Sunday, March 11, 2012

Imbibing Neuro-Rehabilitation

 I'm working on two stroke patients currently,one of which started coming to the clinic just a couple of days back. The other,an year old case of left hemiplegia has been coming since the last 2 months. 


In the latters case, the voluntary control in the upper limb is 1. It remains in the typical synergistic posture. Spasticity being grade 3 on the Mod. Ashworth's scale, hampers passive ROM of the wrist and finger. The carpus instability adds to this problem as they remain subluxated volarly because of the unbalanced overactivity of the long flexors. This has lead to the overstretching of the long extensors, which may be a contributing factor to the weakness. A cockup static splint is required to ease the position of the hand to the functional position.
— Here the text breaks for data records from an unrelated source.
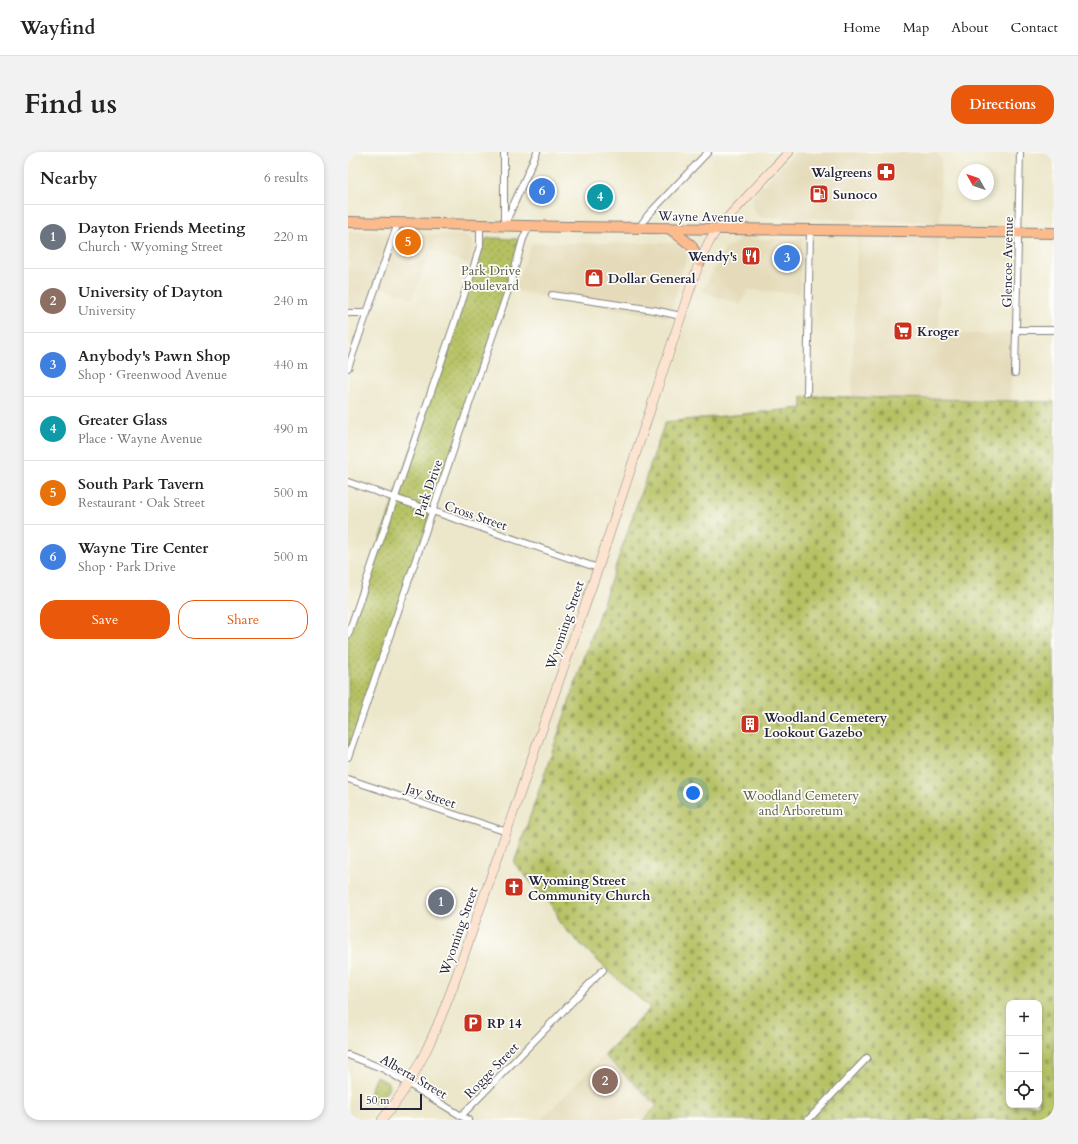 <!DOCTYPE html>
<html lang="en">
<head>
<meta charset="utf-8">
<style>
  :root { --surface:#fff; --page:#f2f2f2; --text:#222; --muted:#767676; --line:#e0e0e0; --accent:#ea580c }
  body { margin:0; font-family:Cardo,serif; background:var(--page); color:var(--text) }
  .controls { position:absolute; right:12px; bottom:12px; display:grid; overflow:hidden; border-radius:8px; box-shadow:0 2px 6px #0003 }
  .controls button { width:36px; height:36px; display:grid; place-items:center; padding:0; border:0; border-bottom:1px solid var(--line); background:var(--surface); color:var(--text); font:20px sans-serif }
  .compass { position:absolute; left:610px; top:12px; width:36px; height:36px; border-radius:50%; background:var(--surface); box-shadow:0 2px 6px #0003; rotate:310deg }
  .scale { position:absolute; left:12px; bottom:10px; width:62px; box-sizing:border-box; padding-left:4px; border:2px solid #22223b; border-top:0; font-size:11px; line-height:14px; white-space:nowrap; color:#22223b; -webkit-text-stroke:3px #fdfcf7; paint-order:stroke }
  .you { position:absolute; left:345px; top:641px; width:14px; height:14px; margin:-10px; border:3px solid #fff; border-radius:50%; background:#1a73e8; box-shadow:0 0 0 6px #1a73e833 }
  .badge { display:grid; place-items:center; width:26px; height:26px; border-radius:50%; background:var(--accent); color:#fff; font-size:13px; font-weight:700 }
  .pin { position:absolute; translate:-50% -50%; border:2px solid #fff; box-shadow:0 1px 4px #0006 }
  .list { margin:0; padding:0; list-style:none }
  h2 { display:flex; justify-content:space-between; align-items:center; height:52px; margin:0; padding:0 16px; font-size:17px }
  h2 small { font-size:13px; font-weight:400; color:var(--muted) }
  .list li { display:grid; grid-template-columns:26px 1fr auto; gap:12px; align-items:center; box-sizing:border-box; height:64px; padding:0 16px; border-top:1px solid var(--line) }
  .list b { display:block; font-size:15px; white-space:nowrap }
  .list p { margin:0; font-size:13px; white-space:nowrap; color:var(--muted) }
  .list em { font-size:13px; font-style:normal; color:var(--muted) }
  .actions { display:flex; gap:8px; padding:12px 16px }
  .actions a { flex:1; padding:9px 0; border:1px solid var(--accent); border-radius:16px; text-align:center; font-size:14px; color:var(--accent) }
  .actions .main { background:var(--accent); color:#fff }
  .icon { flex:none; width:22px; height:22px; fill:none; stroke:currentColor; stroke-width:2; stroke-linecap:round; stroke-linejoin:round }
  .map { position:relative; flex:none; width:706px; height:968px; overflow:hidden; border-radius:16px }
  header { display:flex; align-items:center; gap:24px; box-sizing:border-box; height:56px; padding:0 20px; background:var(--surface); border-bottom:1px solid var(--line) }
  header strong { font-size:19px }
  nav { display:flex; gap:22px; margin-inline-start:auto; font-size:14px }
  .intro { display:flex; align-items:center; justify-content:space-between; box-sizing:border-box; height:96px; padding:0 24px }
  h1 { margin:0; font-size:28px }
  .button { padding:10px 18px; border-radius:16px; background:var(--accent); color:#fff; font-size:14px; font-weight:700 }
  main { display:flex; gap:24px; padding:0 24px }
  aside { flex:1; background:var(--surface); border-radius:16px; box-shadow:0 2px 6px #0003 }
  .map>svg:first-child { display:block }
  .built { fill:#e5dbba }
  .green { fill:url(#green-dots); stroke:#6c724e }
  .cemetery { fill:url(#cemetery-stones); stroke:#6c724e; fill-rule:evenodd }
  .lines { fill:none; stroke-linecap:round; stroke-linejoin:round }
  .street-casing { stroke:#878483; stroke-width:8 }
  .secondary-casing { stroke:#878483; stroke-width:10 }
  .primary-casing { stroke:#878483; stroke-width:12 }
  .street { stroke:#fff; stroke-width:6 }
  .secondary { stroke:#fde4d1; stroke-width:9 }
  .primary { stroke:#fbbb8d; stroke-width:10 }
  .labels { text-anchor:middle; stroke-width:3.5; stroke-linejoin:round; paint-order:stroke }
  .poi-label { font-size:13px; font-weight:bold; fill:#22223b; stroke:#fdfcf7; text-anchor:start }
  .street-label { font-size:13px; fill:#22223b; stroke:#fdfcf7 }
  .park-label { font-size:13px; fill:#555a49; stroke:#fdfcf7 }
</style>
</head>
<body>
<header>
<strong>Wayfind</strong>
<nav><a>Home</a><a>Map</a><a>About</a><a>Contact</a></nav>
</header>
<div class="intro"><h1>Find us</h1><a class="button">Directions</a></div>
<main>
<aside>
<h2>Nearby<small>6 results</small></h2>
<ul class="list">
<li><span class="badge" style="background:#6b7280">1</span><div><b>Dayton Friends Meeting</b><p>Church · Wyoming Street</p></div><em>220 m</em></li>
<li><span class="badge" style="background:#8d6e63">2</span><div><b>University of Dayton</b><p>University</p></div><em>240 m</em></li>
<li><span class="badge" style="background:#3f7fe0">3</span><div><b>Anybody's Pawn Shop</b><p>Shop · Greenwood Avenue</p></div><em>440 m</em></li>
<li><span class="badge" style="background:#0f9aa8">4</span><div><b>Greater Glass</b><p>Place · Wayne Avenue</p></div><em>490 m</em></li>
<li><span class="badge" style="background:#e8710a">5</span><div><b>South Park Tavern</b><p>Restaurant · Oak Street</p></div><em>500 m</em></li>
<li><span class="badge" style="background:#3f7fe0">6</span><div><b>Wayne Tire Center</b><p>Shop · Park Drive</p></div><em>500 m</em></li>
</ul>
<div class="actions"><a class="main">Save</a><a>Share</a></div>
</aside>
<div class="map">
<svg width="706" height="968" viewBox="0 0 706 968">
  <defs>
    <pattern id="green-dots" width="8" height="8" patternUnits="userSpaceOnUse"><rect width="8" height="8" fill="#b5c162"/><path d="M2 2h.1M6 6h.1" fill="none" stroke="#939c52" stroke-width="1.8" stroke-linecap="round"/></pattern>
    <pattern id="cemetery-stones" width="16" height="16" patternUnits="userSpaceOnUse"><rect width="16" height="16" fill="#b5c162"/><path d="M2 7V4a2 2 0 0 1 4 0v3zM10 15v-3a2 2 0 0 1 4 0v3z" fill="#939c52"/></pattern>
  </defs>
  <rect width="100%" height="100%" fill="#fdfcf7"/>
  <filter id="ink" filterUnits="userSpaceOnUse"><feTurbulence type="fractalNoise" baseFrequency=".025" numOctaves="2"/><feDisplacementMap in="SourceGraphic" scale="8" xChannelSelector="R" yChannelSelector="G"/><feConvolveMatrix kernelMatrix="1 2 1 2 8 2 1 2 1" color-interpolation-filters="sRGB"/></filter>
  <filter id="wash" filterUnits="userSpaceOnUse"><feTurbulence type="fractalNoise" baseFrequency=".012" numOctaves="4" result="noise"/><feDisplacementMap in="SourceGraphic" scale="16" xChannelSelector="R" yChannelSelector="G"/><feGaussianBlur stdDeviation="0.9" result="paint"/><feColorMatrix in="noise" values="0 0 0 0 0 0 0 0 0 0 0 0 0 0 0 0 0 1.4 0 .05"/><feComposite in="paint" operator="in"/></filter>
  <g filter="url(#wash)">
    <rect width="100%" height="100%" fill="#ece7cb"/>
    <g class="built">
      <polygon points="448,0 588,0 593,6 592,70 413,65 407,61 404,55 404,47 409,39"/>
      <polygon points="0,79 119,84 127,93 121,112 83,98 64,147 31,134 17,158 0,157"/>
      <polygon points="509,83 591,84 591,183 664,181 663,248 504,245"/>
      <polygon points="393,87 454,87 452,141 400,138 392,153 354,139 377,97"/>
      <polygon points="184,91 329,91 335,96 339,104 321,166 165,139"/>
      <polygon points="256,903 309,954 295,968 193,968"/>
    </g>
    <g class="green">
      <polygon points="142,86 170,87 168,95 172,99 0,605 0,483 132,94 136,94 138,87"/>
      <polygon points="28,924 40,931 42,934 30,952 19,947"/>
    </g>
    <path class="cemetery" d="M 463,244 L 706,250 L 706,968 L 295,968 L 309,954 L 256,903 L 302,856 L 255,814 L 212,772 L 208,759 L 166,711 L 317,270 L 454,256 L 454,245 ZM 661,851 L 691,851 L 691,953 L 661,953 Z"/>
  </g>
  <g filter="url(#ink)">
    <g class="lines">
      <g class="street-casing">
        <g id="street">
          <polyline points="156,0 156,70"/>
          <polyline points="156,74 189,0"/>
          <polyline points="296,76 293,73 300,63 360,0"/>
          <polyline points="204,143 306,158 333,164"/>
          <polyline points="0,161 19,161"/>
          <polyline points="668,178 706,178"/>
          <polyline points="0,216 50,71"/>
          <polyline points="667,221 672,0"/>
          <polyline points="459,241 462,78"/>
          <polyline points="0,330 250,416"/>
          <polyline points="0,483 125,117 132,94 132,73"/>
          <polyline points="0,605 163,130 175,87 181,74"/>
          <polyline points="0,627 159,680"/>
          <polyline points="0,903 36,917 120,968"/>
          <polyline points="113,964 255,818"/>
          <polyline points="460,968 519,906"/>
        </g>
      </g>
      <g class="secondary-casing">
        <path id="secondary" d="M 34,968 C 67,929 87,882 105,834 L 250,416 L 340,143 C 348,120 355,96 370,76 L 441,0"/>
      </g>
      <g class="primary-casing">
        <g id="primary">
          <polyline points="0,70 221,75 706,81"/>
          <polyline points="321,76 343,93 352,110"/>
        </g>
      </g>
      <use href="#street" class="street"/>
      <use href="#secondary" class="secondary"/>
      <use href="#primary" class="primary"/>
    </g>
  </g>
  <defs>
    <g id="pharmacy-square" transform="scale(1)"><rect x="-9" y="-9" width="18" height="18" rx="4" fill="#c8321e" stroke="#fdfcf7"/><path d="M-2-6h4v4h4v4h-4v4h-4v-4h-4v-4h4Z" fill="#fff"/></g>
    <g id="fuel-square" transform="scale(1)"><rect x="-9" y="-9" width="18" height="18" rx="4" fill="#c8321e" stroke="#fdfcf7"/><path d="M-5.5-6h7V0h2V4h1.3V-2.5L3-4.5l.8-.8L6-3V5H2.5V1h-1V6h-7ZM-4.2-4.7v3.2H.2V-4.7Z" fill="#fff"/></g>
    <g id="restaurant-square" transform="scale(1)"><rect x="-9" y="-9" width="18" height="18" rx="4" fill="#c8321e" stroke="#fdfcf7"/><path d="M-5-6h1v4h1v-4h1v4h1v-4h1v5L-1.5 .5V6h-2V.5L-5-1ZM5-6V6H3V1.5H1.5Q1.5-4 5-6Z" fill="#fff"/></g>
    <g id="shop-square" transform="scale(1)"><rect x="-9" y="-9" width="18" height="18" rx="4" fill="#c8321e" stroke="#fdfcf7"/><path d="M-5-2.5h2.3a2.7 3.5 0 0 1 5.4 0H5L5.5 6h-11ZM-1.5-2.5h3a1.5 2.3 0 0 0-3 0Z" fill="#fff"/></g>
    <g id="supermarket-square" transform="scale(1)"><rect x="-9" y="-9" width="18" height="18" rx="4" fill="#c8321e" stroke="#fdfcf7"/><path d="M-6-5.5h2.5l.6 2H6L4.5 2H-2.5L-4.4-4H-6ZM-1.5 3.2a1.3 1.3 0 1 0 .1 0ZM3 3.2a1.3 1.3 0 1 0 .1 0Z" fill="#fff"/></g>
    <g id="building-square" transform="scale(1)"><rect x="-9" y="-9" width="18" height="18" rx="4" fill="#c8321e" stroke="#fdfcf7"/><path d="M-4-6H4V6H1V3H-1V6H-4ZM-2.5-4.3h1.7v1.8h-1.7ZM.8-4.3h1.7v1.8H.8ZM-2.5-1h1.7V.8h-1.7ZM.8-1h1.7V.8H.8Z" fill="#fff"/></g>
    <g id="church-square" transform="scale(1)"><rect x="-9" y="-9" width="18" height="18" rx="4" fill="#c8321e" stroke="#fdfcf7"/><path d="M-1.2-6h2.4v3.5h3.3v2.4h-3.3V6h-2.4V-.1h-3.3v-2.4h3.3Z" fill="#fff"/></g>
    <g id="parking-square" transform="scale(1)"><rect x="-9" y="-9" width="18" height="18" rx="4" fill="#c8321e" stroke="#fdfcf7"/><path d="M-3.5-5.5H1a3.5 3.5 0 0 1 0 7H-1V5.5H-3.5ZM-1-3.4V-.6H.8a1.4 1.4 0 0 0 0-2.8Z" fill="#fff"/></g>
  </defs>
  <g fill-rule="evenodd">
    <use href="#pharmacy-square" x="538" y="20"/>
    <use href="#fuel-square" x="471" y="42"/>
    <use href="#restaurant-square" x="403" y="104"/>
    <use href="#shop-square" x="246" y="126"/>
    <use href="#supermarket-square" x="555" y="179"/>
    <use href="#building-square" x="402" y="572"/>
    <use href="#church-square" x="166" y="735"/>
    <use href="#parking-square" x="125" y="871"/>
  </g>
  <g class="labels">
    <g class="poi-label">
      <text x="524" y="25" text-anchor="end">Walgreens</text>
      <text x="485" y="47">Sunoco</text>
      <text x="389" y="109" text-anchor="end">Wendy's</text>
      <text x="260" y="131">Dollar General</text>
      <text x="569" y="184">Kroger</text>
      <text x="416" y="570">Woodland Cemetery<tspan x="416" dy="15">Lookout Gazebo</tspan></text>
      <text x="180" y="733">Wyoming Street<tspan x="180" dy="15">Community Church</tspan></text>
      <text x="139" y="876">RP 14</text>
    </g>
    <g class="street-label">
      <text transform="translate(353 64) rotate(1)" y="5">Wayne Avenue</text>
      <text transform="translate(659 110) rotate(-89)" y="5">Glencoe Avenue</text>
      <text transform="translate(80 336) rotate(-71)" y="5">Park Drive</text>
      <text transform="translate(128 363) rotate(19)" y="5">Cross Street</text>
      <text transform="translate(216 473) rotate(-71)" y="5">Wyoming Street</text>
      <text transform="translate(83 643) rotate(19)" y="5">Jay Street</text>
      <text transform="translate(110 779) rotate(-71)" y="5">Wyoming Street</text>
      <text transform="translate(143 918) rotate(-46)" y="5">Rogge Street</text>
      <text transform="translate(66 924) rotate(30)" y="5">Alberta Street</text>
    </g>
    <g class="park-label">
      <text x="143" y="123">Park Drive<tspan x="143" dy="15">Boulevard</tspan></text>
      <text x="453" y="648">Woodland Cemetery<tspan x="453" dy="15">and Arboretum</tspan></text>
    </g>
  </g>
</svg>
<div class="controls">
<button>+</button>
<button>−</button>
<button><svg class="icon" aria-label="locate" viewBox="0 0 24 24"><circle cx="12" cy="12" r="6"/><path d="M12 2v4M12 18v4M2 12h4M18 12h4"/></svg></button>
</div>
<svg class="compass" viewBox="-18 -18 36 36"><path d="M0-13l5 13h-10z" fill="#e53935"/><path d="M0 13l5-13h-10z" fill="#767676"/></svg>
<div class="scale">50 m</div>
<div class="you"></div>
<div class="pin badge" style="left:93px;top:750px;background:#6b7280">1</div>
<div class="pin badge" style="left:257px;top:929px;background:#8d6e63">2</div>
<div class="pin badge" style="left:439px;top:106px;background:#3f7fe0">3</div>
<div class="pin badge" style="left:252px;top:45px;background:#0f9aa8">4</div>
<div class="pin badge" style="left:60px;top:90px;background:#e8710a">5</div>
<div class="pin badge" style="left:194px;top:39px;background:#3f7fe0">6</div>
</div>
</main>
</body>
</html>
There is some activity seen in the upperlimb extensors when the patient is asked to extend the arms from a 90 degree shoulder abduction and 90 degree elbow flexion toextension towards the opposite ASIS. This activity is only seen in supine position thus indicating two possibilities. Either the activity seen is  due to TLR or due to the proximal stability in the supine positions which aids proper chanelisation of the tone.
There is no activity seen in the sitting position even on appropriate stabilization of the proximal structures. 
The question is.whether to accept the role of TLR and continue strengthening the extensors in supine or start with some other approach. But the former looks more convenient at this moment considering the chronicity of the condition.